LP: Your work has been described as “haunting” and “lyrical.” How does your work as a poet influence your novels?
MP: Well, in my younger days I would have liked to have become a drummer in a Rock band; I didn’t. But I still have a strong longing for rhythm—not only in my poems but also in anything I write. It’s quite simple: if the melody of a text doesn’t sound right to me I keep changing words, even the content sometimes, until I am satisfied. To be honest I am never totally satisfied. But for me, sound and style is the visiting card of a writer, and a writer has a moral duty to work on this.
LP: Does your journalistic experience add anything to your fiction?
MP: Though I have written quite a lot of essays and articles for newspapers, I don’t think of myself as a journalist. What REALLY adds a lot to my books, I hope, is the fact that my PhD studies focused on Nietzsche, meaning that I have a philosophical slant to my writing. So story-telling, apart from sharing an exciting plot with the reader, hopefully, can always be the means to something else, at best a conversation about things you wouldn’t talk about.
LP: What do you have planned next?
MP: I spent some months in London last year (and am heading for some more next spring), and I really fell in love with the city and its pubs. But not with its ales; to overcome the shock of a continental beer drinker I have started some profound research on Real Ale, and at the end it has turned into a humorous book, “London for Heroes. The Ale Trail—an ale tale,” which will be published in German next spring. Yes, it’s about ale, but about English pub culture as well and, maybe, even a little about the English identity—all from a Kraut’s perspective, of course.
LP: Who are some of the most exciting voices writing in German today?
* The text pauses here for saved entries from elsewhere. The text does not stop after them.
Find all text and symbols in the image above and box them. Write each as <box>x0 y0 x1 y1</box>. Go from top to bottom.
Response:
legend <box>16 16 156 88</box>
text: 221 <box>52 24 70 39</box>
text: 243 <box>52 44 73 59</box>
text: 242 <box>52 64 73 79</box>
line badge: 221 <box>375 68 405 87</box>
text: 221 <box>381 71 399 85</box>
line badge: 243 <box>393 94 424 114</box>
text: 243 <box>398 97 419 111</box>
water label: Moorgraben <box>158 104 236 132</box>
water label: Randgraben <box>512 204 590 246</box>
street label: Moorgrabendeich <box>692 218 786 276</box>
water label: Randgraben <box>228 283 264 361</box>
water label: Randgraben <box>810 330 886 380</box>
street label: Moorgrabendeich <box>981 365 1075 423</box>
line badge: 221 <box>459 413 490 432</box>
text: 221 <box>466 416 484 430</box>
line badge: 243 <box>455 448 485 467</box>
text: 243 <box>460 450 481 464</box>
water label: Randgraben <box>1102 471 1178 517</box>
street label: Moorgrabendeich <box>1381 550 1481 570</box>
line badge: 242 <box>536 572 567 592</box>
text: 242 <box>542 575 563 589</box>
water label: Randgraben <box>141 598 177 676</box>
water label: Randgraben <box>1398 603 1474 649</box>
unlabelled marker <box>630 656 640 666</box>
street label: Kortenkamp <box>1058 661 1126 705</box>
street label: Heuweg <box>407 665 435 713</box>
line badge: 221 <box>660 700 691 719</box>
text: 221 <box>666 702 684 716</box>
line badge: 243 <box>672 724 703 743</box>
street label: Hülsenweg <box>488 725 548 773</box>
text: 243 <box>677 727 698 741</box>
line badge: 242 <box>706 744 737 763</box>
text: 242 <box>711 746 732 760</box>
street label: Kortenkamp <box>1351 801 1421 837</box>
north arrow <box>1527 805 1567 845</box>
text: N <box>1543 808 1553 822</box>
MP: I have heard quite often that the British still think German literature is deep, without plot, and boring. Well, let me remind you of the world football championships of 2006 and 2010: Was it the same German “Panzers” playing football as you used to watch on TV decades before? And now, just imagine the same thing has happened in German culture—you wouldn’t believe it, would you? You’d be surprised at how “un-German” German literature can be today, how light and how witty, humorous, exciting . . . and yet still deep and profound.